[EXERCISE]:
Look for the string "lines" in the material below. Copy every line where you find it.

[DATA PROVIDED]:

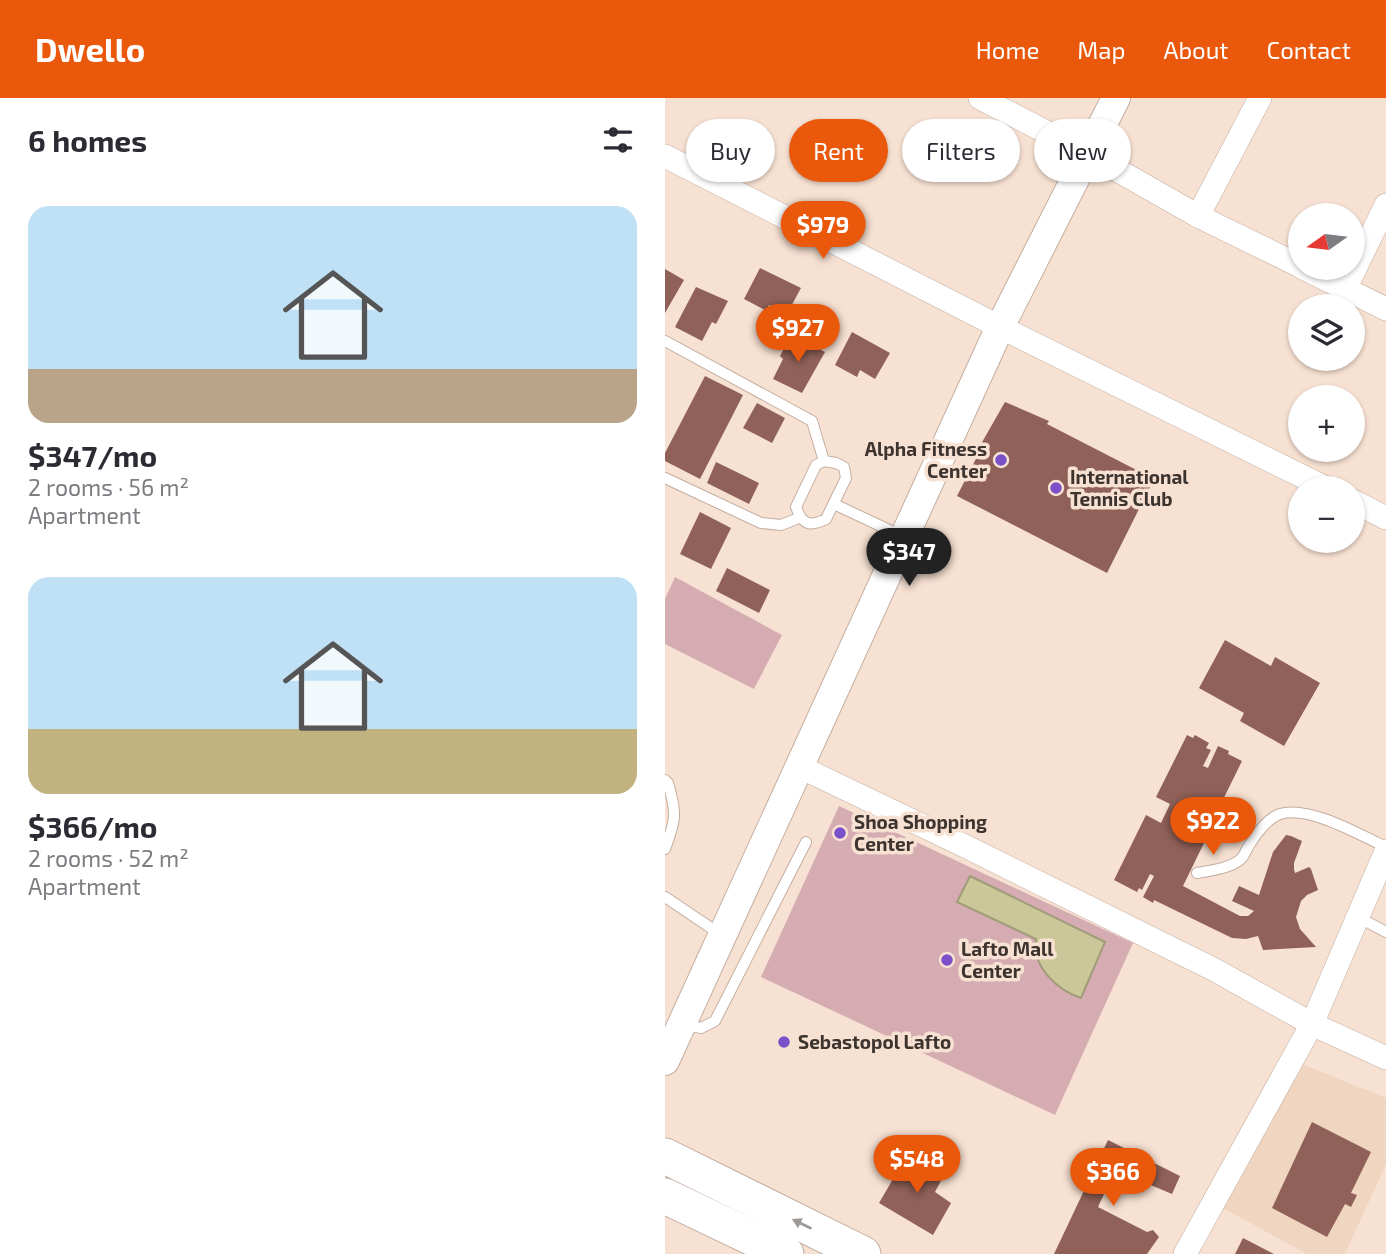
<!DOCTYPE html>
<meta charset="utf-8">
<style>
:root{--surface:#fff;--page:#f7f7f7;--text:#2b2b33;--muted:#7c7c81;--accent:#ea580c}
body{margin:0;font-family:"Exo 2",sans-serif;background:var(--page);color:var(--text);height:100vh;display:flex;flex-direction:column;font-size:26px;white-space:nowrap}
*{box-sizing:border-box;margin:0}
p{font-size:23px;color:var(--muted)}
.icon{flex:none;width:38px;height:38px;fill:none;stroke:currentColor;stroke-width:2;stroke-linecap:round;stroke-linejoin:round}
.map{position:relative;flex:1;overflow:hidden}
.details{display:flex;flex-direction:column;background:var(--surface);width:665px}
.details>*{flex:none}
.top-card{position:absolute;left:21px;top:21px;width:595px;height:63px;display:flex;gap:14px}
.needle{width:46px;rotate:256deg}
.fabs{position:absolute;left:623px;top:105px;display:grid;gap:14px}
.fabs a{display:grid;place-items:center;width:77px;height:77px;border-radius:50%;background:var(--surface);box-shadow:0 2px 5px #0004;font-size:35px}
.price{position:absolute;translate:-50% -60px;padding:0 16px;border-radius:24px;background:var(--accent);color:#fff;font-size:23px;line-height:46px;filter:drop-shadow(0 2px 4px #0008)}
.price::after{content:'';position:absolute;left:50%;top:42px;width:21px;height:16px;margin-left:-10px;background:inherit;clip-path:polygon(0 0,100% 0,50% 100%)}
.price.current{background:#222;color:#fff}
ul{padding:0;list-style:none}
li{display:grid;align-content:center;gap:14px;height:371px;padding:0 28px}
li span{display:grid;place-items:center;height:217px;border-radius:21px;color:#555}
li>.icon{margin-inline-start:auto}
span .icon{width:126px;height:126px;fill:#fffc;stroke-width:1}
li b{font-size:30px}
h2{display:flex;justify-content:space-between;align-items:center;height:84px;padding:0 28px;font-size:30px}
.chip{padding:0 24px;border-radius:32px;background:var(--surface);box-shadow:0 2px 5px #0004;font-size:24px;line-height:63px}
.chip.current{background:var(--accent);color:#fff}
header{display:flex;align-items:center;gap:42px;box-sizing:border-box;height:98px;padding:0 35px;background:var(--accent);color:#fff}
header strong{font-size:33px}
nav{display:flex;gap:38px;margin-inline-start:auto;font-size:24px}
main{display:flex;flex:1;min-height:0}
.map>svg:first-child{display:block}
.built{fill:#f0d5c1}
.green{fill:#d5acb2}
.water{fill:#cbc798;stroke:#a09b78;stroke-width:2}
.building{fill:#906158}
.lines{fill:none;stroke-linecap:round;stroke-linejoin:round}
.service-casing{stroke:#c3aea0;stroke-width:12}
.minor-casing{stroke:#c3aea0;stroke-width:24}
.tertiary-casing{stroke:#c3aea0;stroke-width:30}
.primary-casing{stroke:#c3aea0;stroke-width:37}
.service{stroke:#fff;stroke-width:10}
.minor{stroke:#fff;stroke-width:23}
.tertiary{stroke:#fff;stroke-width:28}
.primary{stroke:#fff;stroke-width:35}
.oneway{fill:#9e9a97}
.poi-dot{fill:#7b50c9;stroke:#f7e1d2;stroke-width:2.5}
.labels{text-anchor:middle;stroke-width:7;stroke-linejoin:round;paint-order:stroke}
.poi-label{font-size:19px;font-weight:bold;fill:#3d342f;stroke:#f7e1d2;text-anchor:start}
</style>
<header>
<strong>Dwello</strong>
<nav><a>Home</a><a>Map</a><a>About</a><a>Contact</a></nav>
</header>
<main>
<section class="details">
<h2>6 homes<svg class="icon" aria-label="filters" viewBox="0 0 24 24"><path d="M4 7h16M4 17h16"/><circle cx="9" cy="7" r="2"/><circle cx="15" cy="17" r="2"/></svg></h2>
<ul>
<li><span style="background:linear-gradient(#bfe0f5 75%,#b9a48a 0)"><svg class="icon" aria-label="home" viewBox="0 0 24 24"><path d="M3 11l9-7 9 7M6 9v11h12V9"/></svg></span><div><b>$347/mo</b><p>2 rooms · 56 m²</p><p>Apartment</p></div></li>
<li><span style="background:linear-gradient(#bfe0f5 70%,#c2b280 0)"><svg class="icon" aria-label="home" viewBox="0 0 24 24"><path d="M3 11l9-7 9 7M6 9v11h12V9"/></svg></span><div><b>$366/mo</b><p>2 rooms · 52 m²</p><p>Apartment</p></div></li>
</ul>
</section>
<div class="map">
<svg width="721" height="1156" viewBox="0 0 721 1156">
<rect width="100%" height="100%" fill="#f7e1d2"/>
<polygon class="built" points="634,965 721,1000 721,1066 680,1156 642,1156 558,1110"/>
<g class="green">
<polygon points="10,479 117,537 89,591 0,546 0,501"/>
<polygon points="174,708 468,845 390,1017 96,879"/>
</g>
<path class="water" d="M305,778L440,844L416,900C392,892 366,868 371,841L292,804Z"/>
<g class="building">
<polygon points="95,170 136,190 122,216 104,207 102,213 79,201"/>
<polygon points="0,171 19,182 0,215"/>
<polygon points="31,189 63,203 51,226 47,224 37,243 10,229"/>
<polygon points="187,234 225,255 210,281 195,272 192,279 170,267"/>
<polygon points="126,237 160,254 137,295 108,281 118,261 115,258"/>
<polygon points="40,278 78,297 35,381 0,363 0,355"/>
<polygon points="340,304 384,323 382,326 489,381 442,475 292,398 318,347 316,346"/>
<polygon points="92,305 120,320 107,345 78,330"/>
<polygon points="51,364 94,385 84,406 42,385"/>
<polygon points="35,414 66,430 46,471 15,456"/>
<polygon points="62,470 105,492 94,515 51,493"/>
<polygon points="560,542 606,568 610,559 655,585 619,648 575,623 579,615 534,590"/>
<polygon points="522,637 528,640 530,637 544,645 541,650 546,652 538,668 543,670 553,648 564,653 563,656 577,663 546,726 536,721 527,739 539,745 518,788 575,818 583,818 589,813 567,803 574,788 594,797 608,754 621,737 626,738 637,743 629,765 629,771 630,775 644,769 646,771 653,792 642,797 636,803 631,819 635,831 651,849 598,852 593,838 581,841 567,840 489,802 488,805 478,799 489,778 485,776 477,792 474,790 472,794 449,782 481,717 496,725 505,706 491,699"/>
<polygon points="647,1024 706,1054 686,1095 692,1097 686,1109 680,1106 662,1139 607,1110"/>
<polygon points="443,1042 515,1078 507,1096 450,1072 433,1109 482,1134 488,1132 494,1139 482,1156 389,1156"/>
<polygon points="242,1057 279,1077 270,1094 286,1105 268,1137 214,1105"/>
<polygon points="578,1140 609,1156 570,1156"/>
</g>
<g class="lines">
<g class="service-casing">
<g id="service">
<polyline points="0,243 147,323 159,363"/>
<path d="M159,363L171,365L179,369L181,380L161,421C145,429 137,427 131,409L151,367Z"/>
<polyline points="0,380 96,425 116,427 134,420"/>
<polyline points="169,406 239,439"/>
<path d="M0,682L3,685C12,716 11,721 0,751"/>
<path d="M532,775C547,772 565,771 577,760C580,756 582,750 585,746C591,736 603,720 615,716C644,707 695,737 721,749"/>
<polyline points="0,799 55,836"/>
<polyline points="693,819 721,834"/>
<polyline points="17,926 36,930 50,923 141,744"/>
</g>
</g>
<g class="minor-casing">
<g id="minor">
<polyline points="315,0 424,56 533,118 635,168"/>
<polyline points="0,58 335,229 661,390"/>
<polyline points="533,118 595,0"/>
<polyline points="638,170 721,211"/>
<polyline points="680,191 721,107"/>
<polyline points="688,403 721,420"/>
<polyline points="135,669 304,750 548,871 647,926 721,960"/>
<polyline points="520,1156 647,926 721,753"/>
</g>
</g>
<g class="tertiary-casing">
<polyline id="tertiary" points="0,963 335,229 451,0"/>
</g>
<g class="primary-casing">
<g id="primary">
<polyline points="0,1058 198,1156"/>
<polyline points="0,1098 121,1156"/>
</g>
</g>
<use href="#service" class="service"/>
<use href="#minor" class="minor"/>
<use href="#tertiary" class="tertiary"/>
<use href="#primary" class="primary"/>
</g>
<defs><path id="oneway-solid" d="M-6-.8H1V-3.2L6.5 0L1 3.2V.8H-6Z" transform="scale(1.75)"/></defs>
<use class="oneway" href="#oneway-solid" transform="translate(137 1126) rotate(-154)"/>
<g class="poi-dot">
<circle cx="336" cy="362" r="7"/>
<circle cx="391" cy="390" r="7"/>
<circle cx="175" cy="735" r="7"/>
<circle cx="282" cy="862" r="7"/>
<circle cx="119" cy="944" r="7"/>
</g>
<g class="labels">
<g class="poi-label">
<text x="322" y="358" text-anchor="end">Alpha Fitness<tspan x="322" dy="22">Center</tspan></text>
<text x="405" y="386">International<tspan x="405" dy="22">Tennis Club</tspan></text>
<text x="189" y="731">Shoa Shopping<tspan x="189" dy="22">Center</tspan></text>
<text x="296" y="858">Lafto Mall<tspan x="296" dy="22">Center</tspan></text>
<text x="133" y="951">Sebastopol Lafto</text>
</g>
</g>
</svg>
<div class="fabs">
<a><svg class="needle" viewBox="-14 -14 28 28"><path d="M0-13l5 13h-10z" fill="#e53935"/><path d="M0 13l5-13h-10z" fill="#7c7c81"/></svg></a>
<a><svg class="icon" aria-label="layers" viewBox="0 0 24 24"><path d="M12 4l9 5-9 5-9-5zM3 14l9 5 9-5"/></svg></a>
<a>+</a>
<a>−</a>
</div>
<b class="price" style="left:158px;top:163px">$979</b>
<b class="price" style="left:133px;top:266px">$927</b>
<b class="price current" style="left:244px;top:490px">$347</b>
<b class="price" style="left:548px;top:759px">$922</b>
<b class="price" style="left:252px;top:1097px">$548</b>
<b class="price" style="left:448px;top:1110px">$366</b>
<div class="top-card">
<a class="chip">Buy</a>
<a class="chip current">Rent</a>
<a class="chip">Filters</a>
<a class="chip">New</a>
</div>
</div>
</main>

[THE COMPLETED TASK]:
.lines{fill:none;stroke-linecap:round;stroke-linejoin:round}
<g class="lines">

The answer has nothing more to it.